Interpretive Summary: Improved microbial germplasm is needed to enhance bioconversions of agricultural materials to high-value bioproducts. Genetically diverse strains of an industrially important fungus were examined for the production of an enzyme, laccase, involved in bioconversions of lignin and many other compounds. A specific genetic group of strains was identified that produces this valuable enzyme. This work will be of interest to researchers developing new uses and value-added products from agricultural commodities and byproducts.

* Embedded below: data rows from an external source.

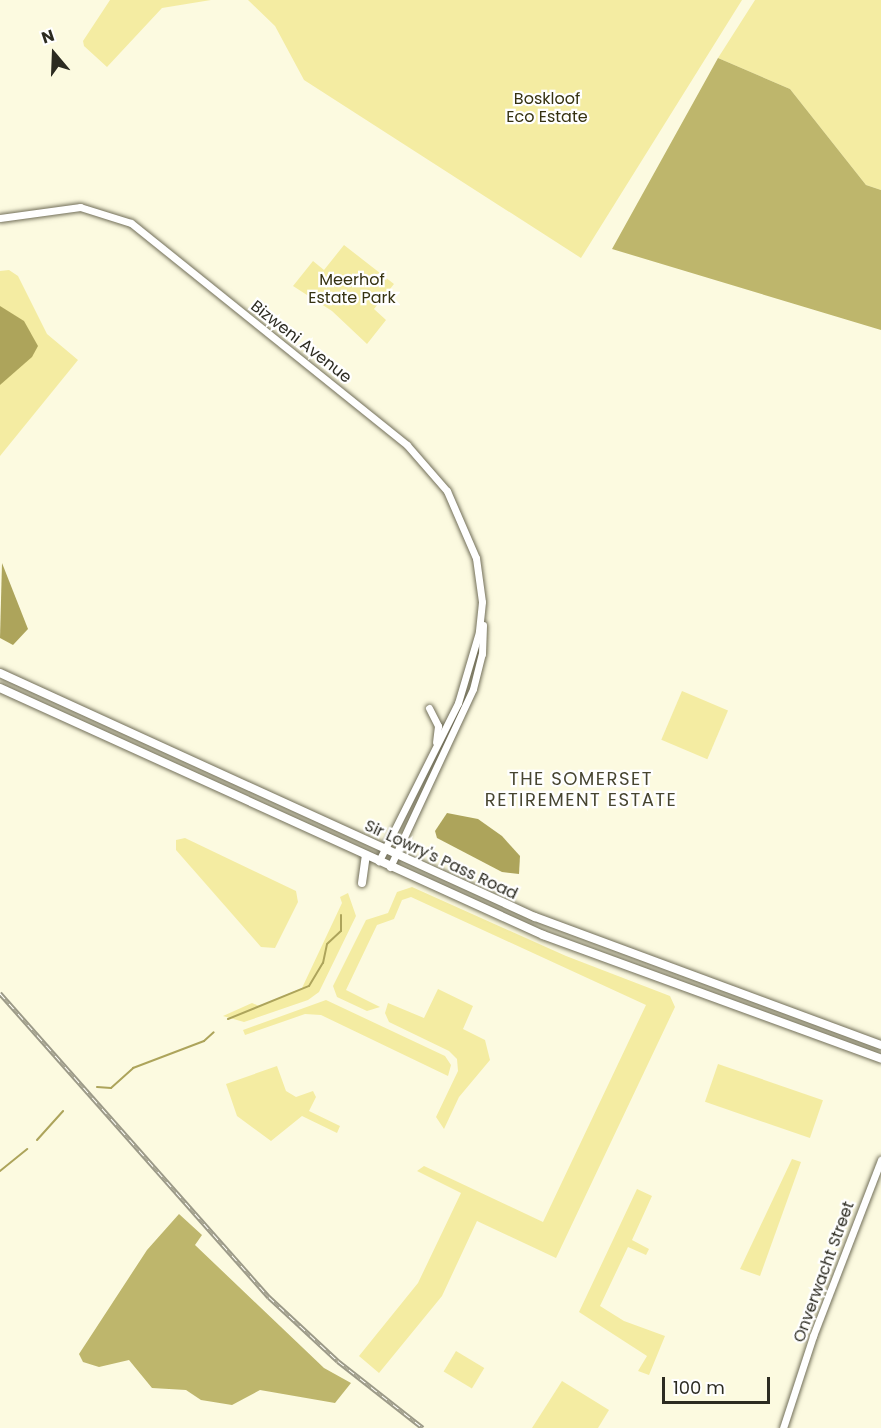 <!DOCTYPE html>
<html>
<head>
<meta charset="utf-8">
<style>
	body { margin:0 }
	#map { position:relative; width:881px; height:1428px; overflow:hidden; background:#fcfae0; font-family:Poppins,sans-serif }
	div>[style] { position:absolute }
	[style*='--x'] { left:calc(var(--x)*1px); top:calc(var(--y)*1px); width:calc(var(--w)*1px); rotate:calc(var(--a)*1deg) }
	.green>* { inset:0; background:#f4eca2; transform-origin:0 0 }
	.forest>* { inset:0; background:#beb66c }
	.water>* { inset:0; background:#ada45b }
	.stream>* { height:2px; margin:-1px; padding:0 1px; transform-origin:1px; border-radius:1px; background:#ada45b }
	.roads { filter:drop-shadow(0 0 2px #716e58) drop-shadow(0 0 2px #716e58) }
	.tertiary>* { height:7px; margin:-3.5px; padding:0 3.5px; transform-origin:3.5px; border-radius:3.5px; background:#fff }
	.secondary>* { height:8px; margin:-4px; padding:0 4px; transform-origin:4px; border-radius:4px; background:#fff }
	.rail>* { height:4.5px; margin-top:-2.25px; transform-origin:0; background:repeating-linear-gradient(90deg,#fff 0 7px,#9c9a88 0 14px); box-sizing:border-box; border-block:2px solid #9c9a88 }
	span { translate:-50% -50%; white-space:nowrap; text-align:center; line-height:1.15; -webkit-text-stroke:4.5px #fff; paint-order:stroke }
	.park-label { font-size:16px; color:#363211 }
	.street-label { font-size:16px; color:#2c2b21 }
	.neighbourhood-label { font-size:18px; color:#474530; letter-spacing:1.5px }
	.north { position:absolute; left:24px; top:24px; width:60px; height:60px; -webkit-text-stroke:4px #fff; paint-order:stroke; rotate:341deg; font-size:16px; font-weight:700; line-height:24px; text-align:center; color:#2c2b21 }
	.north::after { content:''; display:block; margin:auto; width:21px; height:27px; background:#2c2b21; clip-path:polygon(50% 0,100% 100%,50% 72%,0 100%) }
	.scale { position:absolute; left:662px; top:1377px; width:108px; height:27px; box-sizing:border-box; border:3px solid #2c2b21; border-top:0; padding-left:8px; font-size:18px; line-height:21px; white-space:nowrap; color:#2c2b21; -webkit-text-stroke:4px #fff; paint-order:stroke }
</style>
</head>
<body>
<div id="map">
	<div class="green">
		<i style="clip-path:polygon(110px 0,211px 0,162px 8px,107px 67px,84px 46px,83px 41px)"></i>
		<i style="clip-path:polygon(248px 0,742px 0,581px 258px,304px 80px,275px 26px)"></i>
		<i style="clip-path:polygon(755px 0,881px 0,881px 190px,866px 185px,790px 89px,718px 58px)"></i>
		<i style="clip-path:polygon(344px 245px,394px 284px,374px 309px,386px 320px,367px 344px,332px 311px,293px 286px,313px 261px,324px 270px)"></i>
		<i style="clip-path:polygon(9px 270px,18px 276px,47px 334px,78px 360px,0 456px,0 271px)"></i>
		<i style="left:682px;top:691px;width:50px;height:53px;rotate:23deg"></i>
		<i style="clip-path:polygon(185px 838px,296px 891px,298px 902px,275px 948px,261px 947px,176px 850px,176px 840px)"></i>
		<i style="clip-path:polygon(412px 887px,566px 956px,670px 996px,675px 1007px,556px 1258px,477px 1221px,442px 1296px,379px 1373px,359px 1356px,418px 1283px,461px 1193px,417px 1171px,424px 1166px,543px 1222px,646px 1005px,411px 897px,402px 900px,394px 919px,377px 925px,346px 990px,380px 1007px,367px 1011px,337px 997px,333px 986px,366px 920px,388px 913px,397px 892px)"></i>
		<i style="clip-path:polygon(348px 893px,356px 916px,319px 992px,308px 1000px,244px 1022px,223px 1016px,252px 1003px,259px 1006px,302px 988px,342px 903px,340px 897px)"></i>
		<i style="clip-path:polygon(438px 989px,473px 1006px,463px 1029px,485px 1040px,490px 1060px,459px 1097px,444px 1129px,436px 1117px,458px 1071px,457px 1059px,449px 1051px,389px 1022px,385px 1013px,388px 1003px,424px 1018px)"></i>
		<i style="clip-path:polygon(326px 1000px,445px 1056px,451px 1065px,448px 1076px,321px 1015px,305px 1014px,245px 1035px,243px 1030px)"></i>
		<i style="left:718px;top:1064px;width:111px;height:40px;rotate:19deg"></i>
		<i style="clip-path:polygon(277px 1066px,286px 1091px,296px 1097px,313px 1091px,316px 1097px,309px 1111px,340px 1126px,337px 1133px,302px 1116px,271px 1141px,237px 1116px,226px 1084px)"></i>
		<i style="clip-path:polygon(792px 1159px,801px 1162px,760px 1276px,740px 1269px)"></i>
		<i style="clip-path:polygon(637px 1189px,652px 1196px,632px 1240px,649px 1249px,646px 1255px,628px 1247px,600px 1306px,624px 1321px,665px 1336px,649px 1375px,638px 1371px,647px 1356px,579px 1312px)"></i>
		<i style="left:456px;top:1351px;width:33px;height:24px;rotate:31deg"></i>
		<i style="clip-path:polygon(562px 1381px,609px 1410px,598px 1428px,532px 1428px)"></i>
	</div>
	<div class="forest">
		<i style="clip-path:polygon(718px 58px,790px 89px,866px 185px,881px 190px,881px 330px,612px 249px)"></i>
		<i style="clip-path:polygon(179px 1214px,202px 1235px,195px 1245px,324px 1368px,351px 1383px,335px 1403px,260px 1390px,232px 1405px,201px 1400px,186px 1390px,152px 1388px,129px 1360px,99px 1367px,83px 1362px,79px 1354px,147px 1250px)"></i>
	</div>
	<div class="water">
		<i style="clip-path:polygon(0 306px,24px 321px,38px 346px,32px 357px,0 385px)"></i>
		<i style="clip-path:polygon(2px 563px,28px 629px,13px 645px,0 638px)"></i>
		<i style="clip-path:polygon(447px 813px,478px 819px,502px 836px,520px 856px,519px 874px,502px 872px,437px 838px,435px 831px)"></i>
	</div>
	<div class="stream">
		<i style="--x:228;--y:1019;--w:87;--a:-22.2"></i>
		<i style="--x:309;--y:986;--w:27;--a:-59"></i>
		<i style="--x:323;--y:963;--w:19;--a:-78"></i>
		<i style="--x:327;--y:944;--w:19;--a:-43"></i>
		<i style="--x:341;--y:931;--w:16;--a:-90"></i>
		<i style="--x:97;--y:1087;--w:14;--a:4"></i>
		<i style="--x:111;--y:1088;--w:30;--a:-42"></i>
		<i style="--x:133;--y:1068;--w:76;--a:-20.8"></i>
		<i style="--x:204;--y:1041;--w:13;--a:-42"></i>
		<i style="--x:37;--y:1140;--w:39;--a:-48"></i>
		<i style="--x:0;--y:1171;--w:35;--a:-39"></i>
	</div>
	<div class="roads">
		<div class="tertiary">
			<i style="--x:0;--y:218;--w:81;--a:-7.8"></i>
			<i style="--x:80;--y:207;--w:53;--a:17.4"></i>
			<i style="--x:131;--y:223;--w:354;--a:38.8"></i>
			<i style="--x:407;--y:445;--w:61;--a:49"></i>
			<i style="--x:447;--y:491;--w:73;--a:66.6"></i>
			<i style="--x:476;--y:558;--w:44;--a:82.2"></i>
			<i style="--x:482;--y:602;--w:30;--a:96"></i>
			<i style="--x:479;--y:632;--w:74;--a:106.5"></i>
			<i style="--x:458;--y:703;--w:177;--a:116.6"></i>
			<i style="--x:429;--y:708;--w:20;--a:63"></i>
			<i style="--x:438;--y:726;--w:16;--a:97"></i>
			<i style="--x:390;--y:867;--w:196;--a:-65"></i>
			<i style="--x:473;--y:689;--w:36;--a:-76"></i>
			<i style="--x:482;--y:654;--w:29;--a:-88"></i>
			<i style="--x:783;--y:1428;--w:97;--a:-71.9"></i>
			<i style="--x:813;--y:1336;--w:189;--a:-68.9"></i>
		</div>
		<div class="secondary">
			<i style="--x:0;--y:673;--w:588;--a:24.52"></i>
			<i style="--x:535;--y:917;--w:369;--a:20.3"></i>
			<i style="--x:0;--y:688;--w:597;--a:24.46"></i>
			<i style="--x:543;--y:935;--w:360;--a:20.1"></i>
			<i style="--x:362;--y:883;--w:28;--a:-82"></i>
		</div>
	</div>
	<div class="rail">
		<i style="--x:0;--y:993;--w:406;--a:48.5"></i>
		<i style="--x:269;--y:1297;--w:94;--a:42.8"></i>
		<i style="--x:338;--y:1361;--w:108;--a:38.2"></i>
	</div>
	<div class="park-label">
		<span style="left:547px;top:108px">Boskloof<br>Eco Estate</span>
		<span style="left:352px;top:289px">Meerhof<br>Estate Park</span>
	</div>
	<div class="street-label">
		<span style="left:301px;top:342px;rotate:38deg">Bizweni Avenue</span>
		<span style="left:441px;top:860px;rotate:25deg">Sir Lowry's Pass Road</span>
		<span style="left:824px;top:1272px;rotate:-70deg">Onverwacht Street</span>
	</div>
	<div class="neighbourhood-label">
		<span style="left:581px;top:790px">THE SOMERSET<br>RETIREMENT ESTATE</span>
	</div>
	<div class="north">N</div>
	<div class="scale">100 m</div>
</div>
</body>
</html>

Technical Abstract: Laccases (EC 1.10.3.2) have numerous potential industrial applications including the degradation of dyes and toxic materials. Novel sources of this enzyme would be desirable to improve activity yields and substrate specificities. In this study we tested 51 strains of A. pullulans representing 13 diverse phylogenetic clades for laccase production. Most strains grew on three different lignin-related substrates as sole carbon sources. Thirteen strains that grew well on these substrates, representing five clades, were chosen for a test of laccase production in an induction assay. Representatives of clade 5 produced laccase, indicating that this genetic group may be a promising source of novel activities.